While I was featuring Neil DeGrasse Tyson on Late Night for Apophis Day to mark the showings of "Cosmos" last week, another media event even more appropriate for my Sunday night collapse-and-decline-related entertainment entries was taking place, the premiere of "Years of Living Dangerously." Here's the second trailer for the series.
Don't miss the documentary series premiere of Years of Living Dangerously, Sunday, April 13th at 10PM ET/PT.The entire first episode is available for free on YouTube. Watch it there.
It's the biggest story of our time. Hollywood's brightest stars and today's most respected journalists explore the issues of climate change and bring you intimate accounts of triumph and tragedy. YEARS OF LIVING DANGEROUSLY takes you directly to the heart of the matter in this awe-inspiring and cinematic documentary series event from Executive Producers James Cameron, Jerry Weintraub and Arnold Schwarzenegger.
I knew of the show because of the following press release from Texas Tech: Climate Scientist to Appear with Don Cheadle on Showtime written by John Davis on April 4, 2014.
Katharine Hayhoe will discuss findings in premier of "Years of Living Dangerously."I've been thinking about replacing "An Inconvenient Truth" with another film. My first choice is "Chasing Ice." I might use one of the episodes of this show instead.
A Texas Tech university climate scientist will appear with Academy Award nominee Don Cheadle in a new nine-episode Showtime documentary series covering climate change and its effect on people around the globe.
Katharine Hayhoe, director of the Climate Science Center at Texas Tech University, will discuss her climate findings with Cheadle, who serves as a U.N. Ambassador for the United Nations Environment Programme, during the premier episode at 9 p.m. (CDT) April 13 on the Showtime cable network.
On April 7, viewers can catch the full first episode of Years of Living Dangerously free at http://yearsoflivingdangerously.com/where-to-watch/.

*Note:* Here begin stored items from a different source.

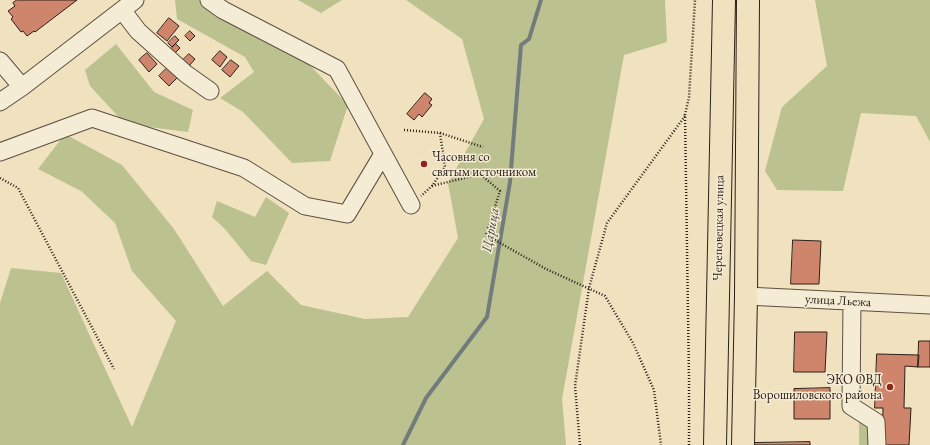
<!DOCTYPE html>
<meta charset="utf-8">
<style>
body{margin:0}
canvas{display:block;background:#f0e1bf}
</style>
<canvas width="930" height="445"></canvas>
<script>
const context = document.querySelector('canvas').getContext('2d');
context.lineJoin = 'round';
function paint(path, color) {
  context.fillStyle = color;
  context.fill(path, 'evenodd');
}
function strokePath(path, color, width, dash) {
  context.strokeStyle = color;
  context.lineWidth = width;
  context.lineCap = dash ? 'butt' : 'round';
  context.setLineDash(dash || []);
  context.stroke(path);
}
function write(font, color, halo, rows, align = 'center') {
  context.font = font + ' "EB Garamond",serif';
  context.lineWidth = 3;
  context.setLineDash([]);
  context.textBaseline = 'middle';
  context.strokeStyle = halo;
  context.fillStyle = color;
  for (const [text, x, y, turn = 0] of rows) {
    context.save();
    context.translate(x, y);
    context.rotate((+turn || 0) * Math.PI / 180);
    context.textAlign = isNaN(turn) ? turn : align;
    if (halo) context.strokeText(text, 0, 0);
    context.fillText(text, 0, 0);
    context.restore();
  }
}
paint(new Path2D(`
 M175,0h27l16,18 86,41 44,46 -18,56 -38,2 -49,-51 -23,-14 34,-26 -9,-15 -68,-38z
 M298,0h44l-21,13z
 M406,0h259l2,42 -43,13 -62,344 4,46h-566v-142l11,-35 50,5 71,154 44,-106 -44,-50 -17,-48 -34,-32 -43,-22 27,-35 57,31 52,64 49,77 44,-35 34,34 64,14 43,-2 50,-79 -10,-55 36,-64 -22,-80z
 M815,0h115v142l-14,-26 -55,-3 -18,78 -66,-1 -12,-19 17,-64 45,-41z
 M116,44l38,48 39,18 -5,22 -63,-8 -35,-38 -5,-16z
 M266,197l23,16 -23,52 -15,-4 -26,-32 -13,-12 5,-16 38,16z
 M869,421l1,24h-11v-23z`), '#bbc290');
strokePath(new Path2D(`
 M403,445l23,-47 61,-81 23,-135 11,-137 8,-6 12,-39`), '#727d7b', 4);
const building = new Path2D(`
 M17,0h60l-42,32 -1,-1 -7,5 -4,-5 -2,1 -10,-13 2,-2 -5,-6 7,-5 -2,-3z
 M169,18l10,8 -12,15 -10,-8z
 M190,31l5,5 -5,5 -5,-5z
 M175,36l4,4 -7,7 -4,-4z
 M176,44l4,4 -7,7 -4,-4z
 M220,51l7,6 -7,10 -8,-7z
 M147,53l10,11 -8,8 -10,-12z
 M189,54l6,5 -6,7 -7,-5z
 M231,60l8,6 -9,11 -8,-7z
 M169,66l10,10 -10,10 -10,-10z
 M425,93l7,6 -3,4 3,2 -10,12 -3,-3 -5,6 -7,-6z
 M793,240l28,1 -2,43h-28z
 M795,332h32l-2,40h-31z
 M919,341h11v26h-12z
 M877,354l42,1 -1,12 -13,-1 -1,42h7l-2,37h-27l1,-37h-8z
 M830,388v31h-36v-30z
 M810,442v3h-59v-2z`);
paint(building, '#ce856b');
strokePath(building, '#2d2018', 1);
const minor = new Path2D(`
 M209,0l14,10 114,59 74,136
 M122,10l16,21 48,43 24,17
 M0,61l22,26 113,-87
 M0,102l22,-15
 M0,152l92,-34 152,50 61,38 42,8 36,-60
 M746,296l184,9
 M852,301l-1,105 25,16 1,23`);
const highway = new Path2D(`
 M715,445l9,-445
 M743,445l3,-149 2,-296`);
strokePath(minor, '#5e5042', 19);
strokePath(highway, '#2d2018', 24);
strokePath(new Path2D(`
 M404,130l36,3 5,34 -13,19 -11,10
 M440,133l43,14
 M0,178l18,10 96,181
 M432,186l48,-12 20,17 -14,44 60,34 59,27 28,47 21,47 7,55
 M580,445l-5,-59 14,-98 18,-65 78,-107
 M689,445v-65l-4,-265 4,-18 6,-97`), '#2d2018', 2.5, [1, 2]);
strokePath(minor, '#f5ecd5', 17);
strokePath(highway, '#f0e1bf', 22);
for (const [x, y, r, color] of [
 [424,164,4,"#8f2418"],
 [890,387,4,"#8f2418"]
]) {
  const dot = new Path2D();
  dot.arc(x, y, r, 0, 2 * Math.PI);
  context.fillStyle = color;
  context.fill(dot);
  strokePath(dot, '#f5ecd5', 1.5);
}
write('13px', '#2d2018', '#f5ecd5', [
 ["Часовня со",432,157],
 ["святым источником",432,172],
 ["ЭКО ОВД",882,380,"right"],
 ["Ворошиловского района",882,395,"right"]
], 'left');
write('13px', '#2d2018', '#f5ecd5', [
 ["Череповецкая улица",719,228,-89],
 ["улица Льежа",838,301,3]
]);
write('italic 14px', '#504e4a', '#f5ecd5', [
 ["Царица",491,230,-80]
]);
</script>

“I hope this program will show us how climate change isn’t just some far-off issue that only matters to our children’s children, the polar bears in the Arctic or to islanders in the South Seas,” Hayhoe said. “Climate change is already affecting our lives today right here in the places where we live. It’s changing the birds, bugs and plants we see in our backyards. It’s affecting where we grow our food and how much water we have, altering the shape of our coastlines and increasing the risks of many types of extreme weather.”
On that note, Happy Earth Week and Happy Easter!